To add insult to injury, manager Bruce Bochy then pulled Moore from the game and Santiago Casilla recorded the final out.
Moore is far from a superstar caliber pitcher but given how the Giants' pitching staff has had a knack for tossing no-hitters over the last decade (e.g. Tim Lincecum, Jonathan Sanchez), his effort going up in flames was tough to watch.
3 Pedro Martinez
Hall of Famer Pedro Martinez is one of the best pitchers to never throw a no-hitter or perfect game. The sad part is that he came close to achieving that feat not once but three times in his 18-year career.
The first instance was in 1995 when Martinez was 23 years old and playing for the Montreal Expos. He threw nine perfect innings against the San Diego Padres and entered the bottom of the 10th with a 1-0 lead, but immediately gave up a hit and was removed.
Fast forward to 1999, when Martinez was in his prime with the Boston Red Sox, and he allowed just a solo home run to New York Yankees slugger Chili Davis in a 3-1 victory that saw him strike out 17 batters and walk none.
In 2000, in a game against the Tampa Bay Devil Rays that is better known for the eight total ejections on Tampa Bay's end, Martinez was two outs away from a no-hitter before allowing a single to John Flaherty.
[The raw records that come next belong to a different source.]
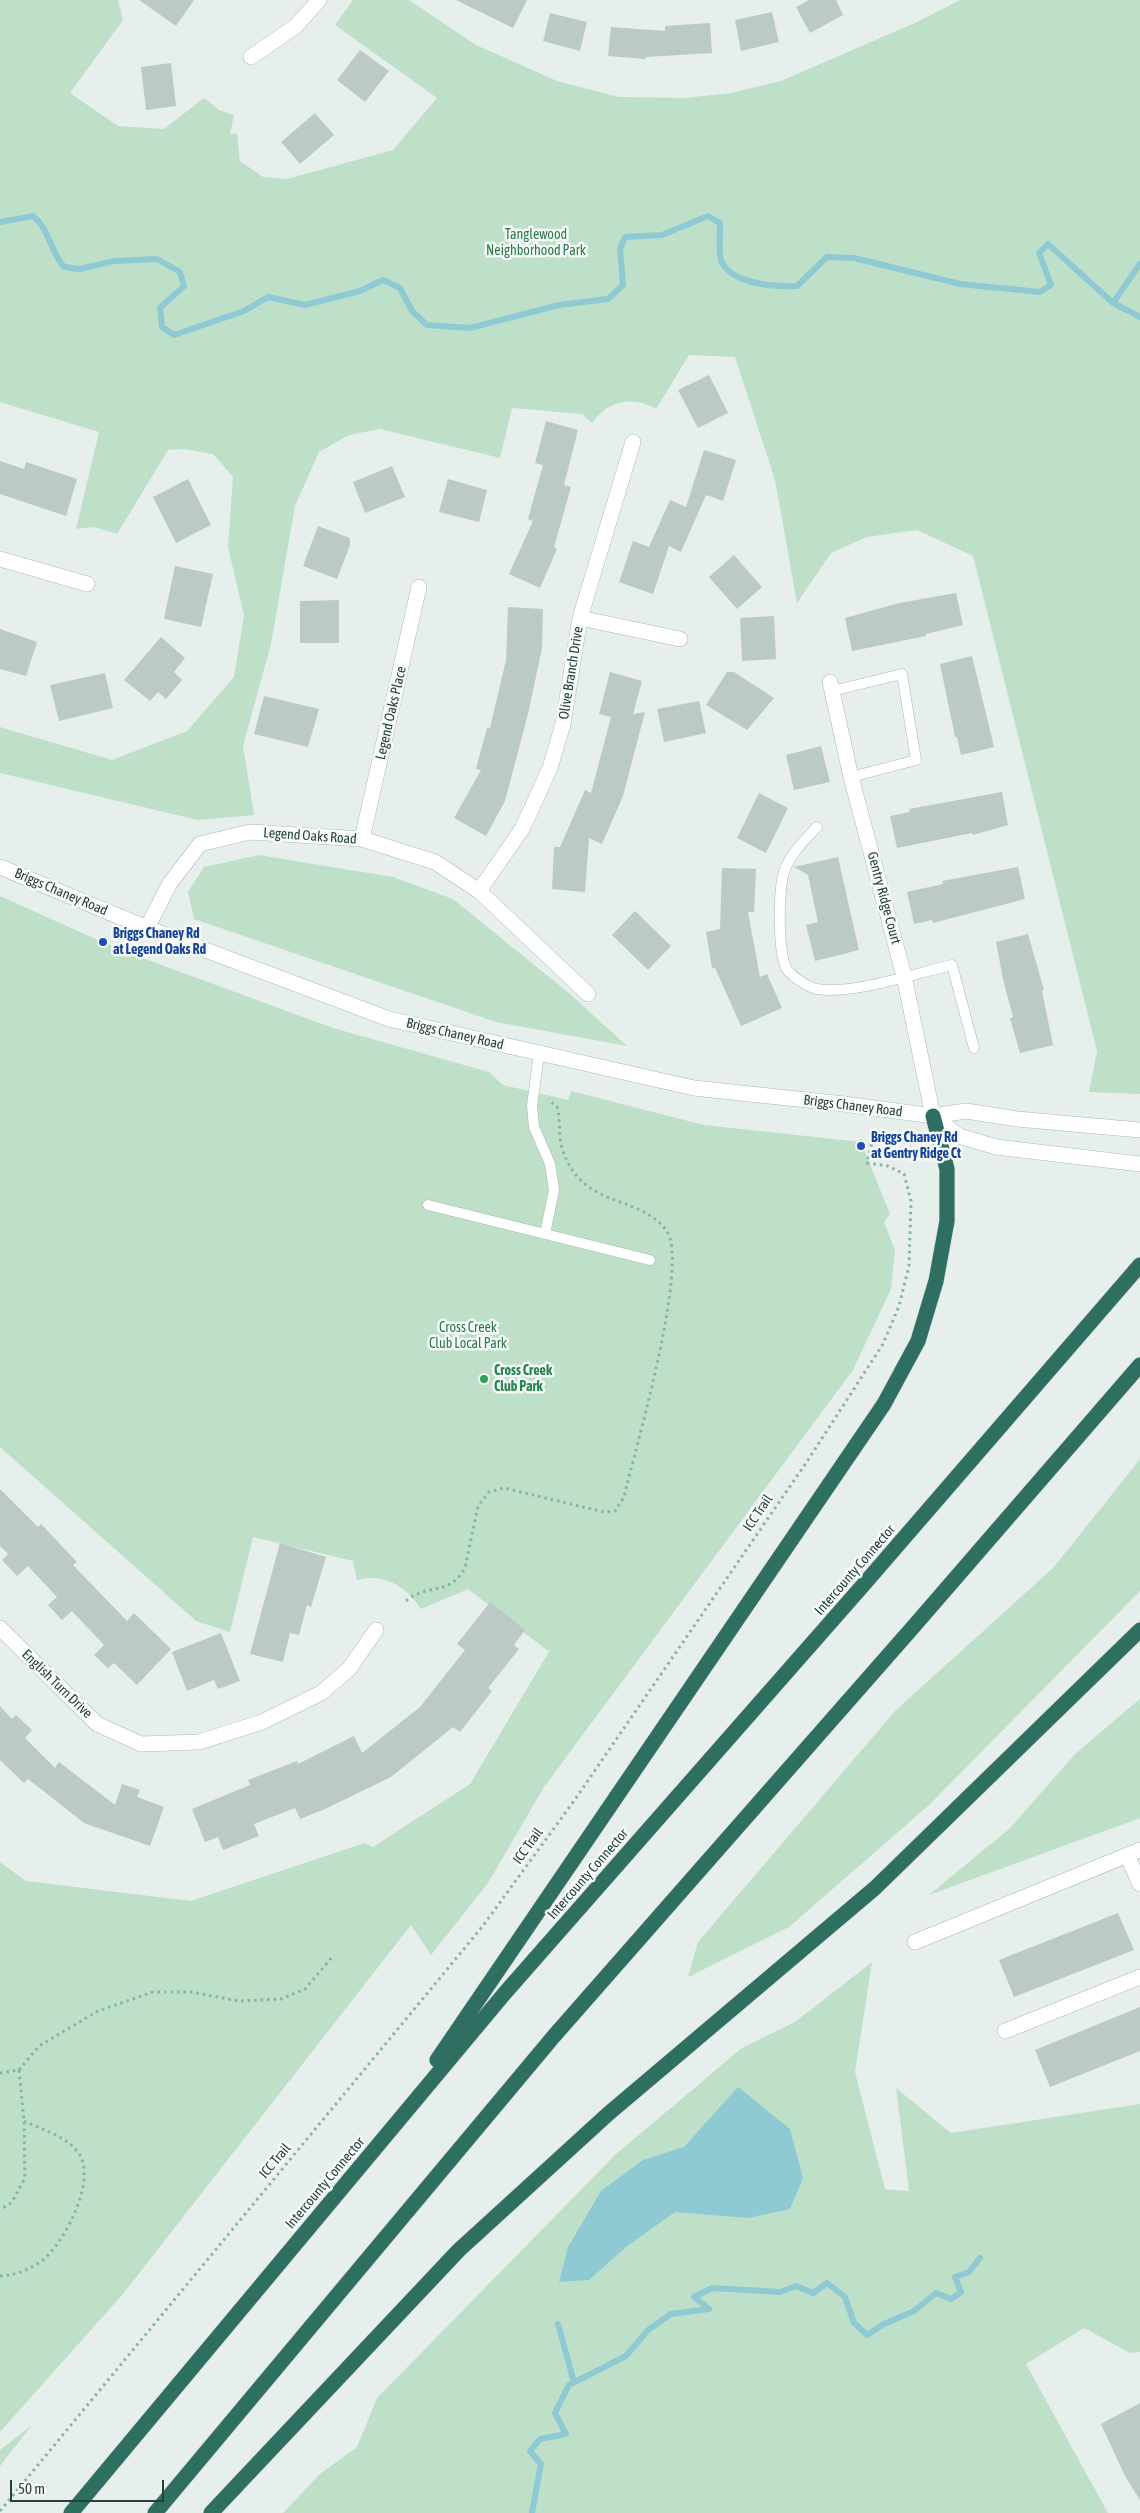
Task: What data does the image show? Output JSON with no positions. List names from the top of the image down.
{
  "streets": {
    "highway": ["Intercounty Connector"],
    "street": [
      "Olive Branch Drive",
      "Legend Oaks Place",
      "Legend Oaks Road",
      "Briggs Chaney Road",
      "Gentry Ridge Court",
      "English Turn Drive"
    ],
    "path": ["ICC Trail"]
  },
  "crossings": [
    ["Olive Branch Drive", "Legend Oaks Road"],
    ["Legend Oaks Place", "Legend Oaks Road"],
    ["Legend Oaks Road", "Briggs Chaney Road"],
    ["Briggs Chaney Road", "Gentry Ridge Court"]
  ],
  "parks": ["Tanglewood Neighborhood Park", "Cross Creek Club Local Park"],
  "places": ["Briggs Chaney Rd at Legend Oaks Rd", "Briggs Chaney Rd at Gentry Ridge Ct", "Cross Creek Club Park"],
  "scale_bar": "50 m"
}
These three instances don't take away from Martinez's greatness as a pitcher but still serve as cruel reminders of the one thing he failed to accomplish in a Hall of Fame career.
4 Mike Mussina
Mike Mussina had five instances where he came close to tossing a no-hitter or perfect game, but the fifth one has to be the one that stings the most.
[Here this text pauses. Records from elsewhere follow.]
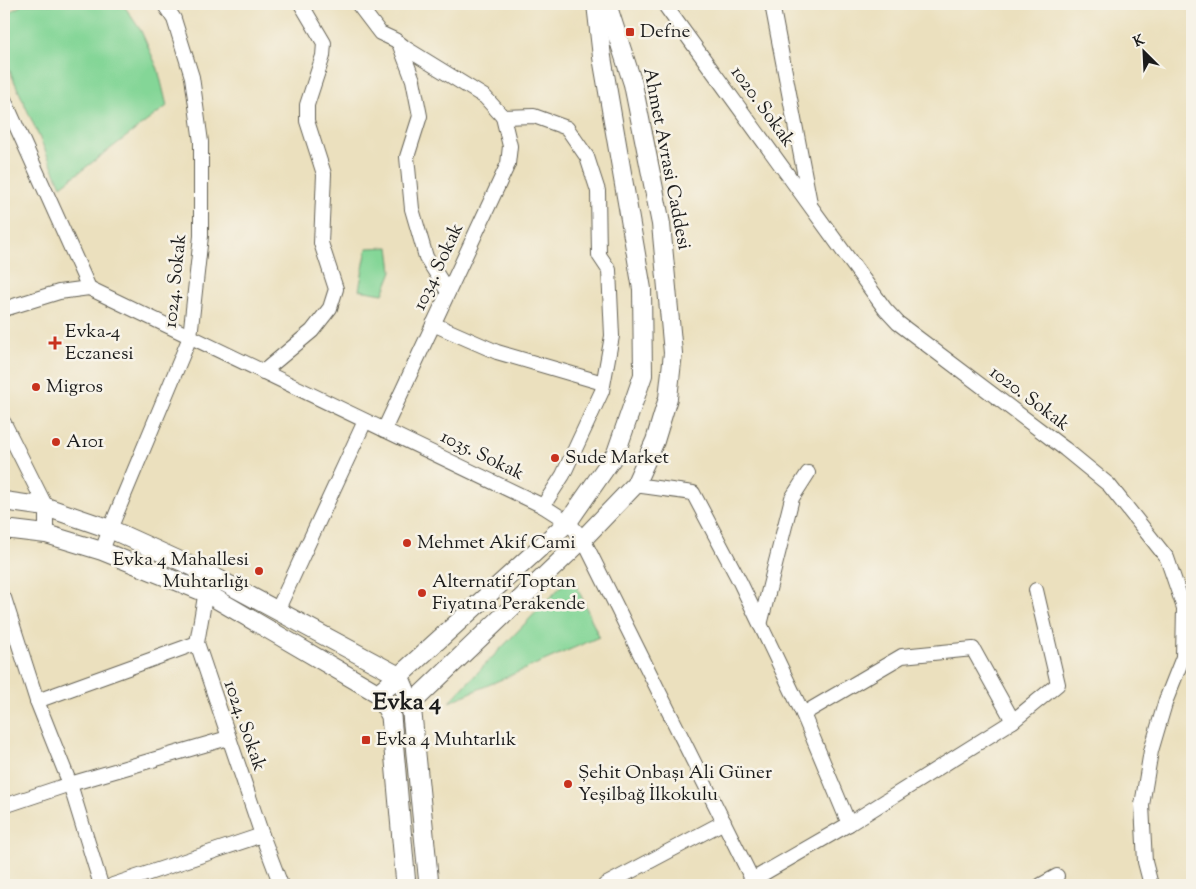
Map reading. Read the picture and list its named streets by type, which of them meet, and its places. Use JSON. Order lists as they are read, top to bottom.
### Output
{
  "streets": {
    "street": [
      "1020. Sokak",
      "Ahmet Avrasi Caddesi",
      "1034. Sokak",
      "1024. Sokak",
      "1035. Sokak"
    ]
  },
  "crossings": [
    ["Ahmet Avrasi Caddesi", "1035. Sokak"],
    ["1034. Sokak", "1035. Sokak"],
    ["1024. Sokak", "1035. Sokak"]
  ],
  "districts": ["Evka 4"],
  "places": {
    "transit": ["Defne", "Evka 4 Muhtarlık"],
    "health": ["Evka-4 Eczanesi"],
    "other": [
      "Migros",
      "A101",
      "Sude Market",
      "Mehmet Akif Cami",
      "Evka 4 Mahallesi Muhtarlığı",
      "Alternatif Toptan Fiyatına Perakende",
      "Şehit Onbaşı Ali Güner Yeşilbağ İlkokulu"
    ]
  },
  "north": "top left"
}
Mussina was in his first season with the New York Yankees and pitching against the Boston Red Sox at Fenway Park. Adding to the moment was that this was ESPN's Sunday Night Game of the Week.
Mussina was just one out away from a perfect game but sadly allowed a single to pinch-hitter Carl Everett. Even worse is that he had Everett down to his last strike, so odds are greater than not that Mussina has played this moment in his head over and over again more than a few times.
This near no-no definitely hurts, but there's still one in particular that hurts much worse.
5 Armando Galarraga, 2010
It was June 2, 2010 when Detroit Tigers righty Armando Galarraga was untouchable. The Cleveland Indians had no answer for him all game long and with two outs in the ninth inning, everyone was waiting with bated breath.
Rookie Jason Donald came up for Cleveland and hit a routine ground ball to first baseman Miguel Cabrera, who then tossed the ball to Galarraga. The pitcher stepped on the bag for the out and the celebration began.
But there was just one problem. Though replays showed Donald was out, first base umpire Jim Joyce called him safe. This was years before rules allowed managers to challenge calls, so Galarraga had no choice but to get back to the mound and finish the game. The next batter was retired and Galarraga had to settle for a one-hitter.
Even worse is that immediately after the game, Joyce admitted that he blew the call. Galarraga was out of baseball two years later and is still best known for this, the perfect game that never was.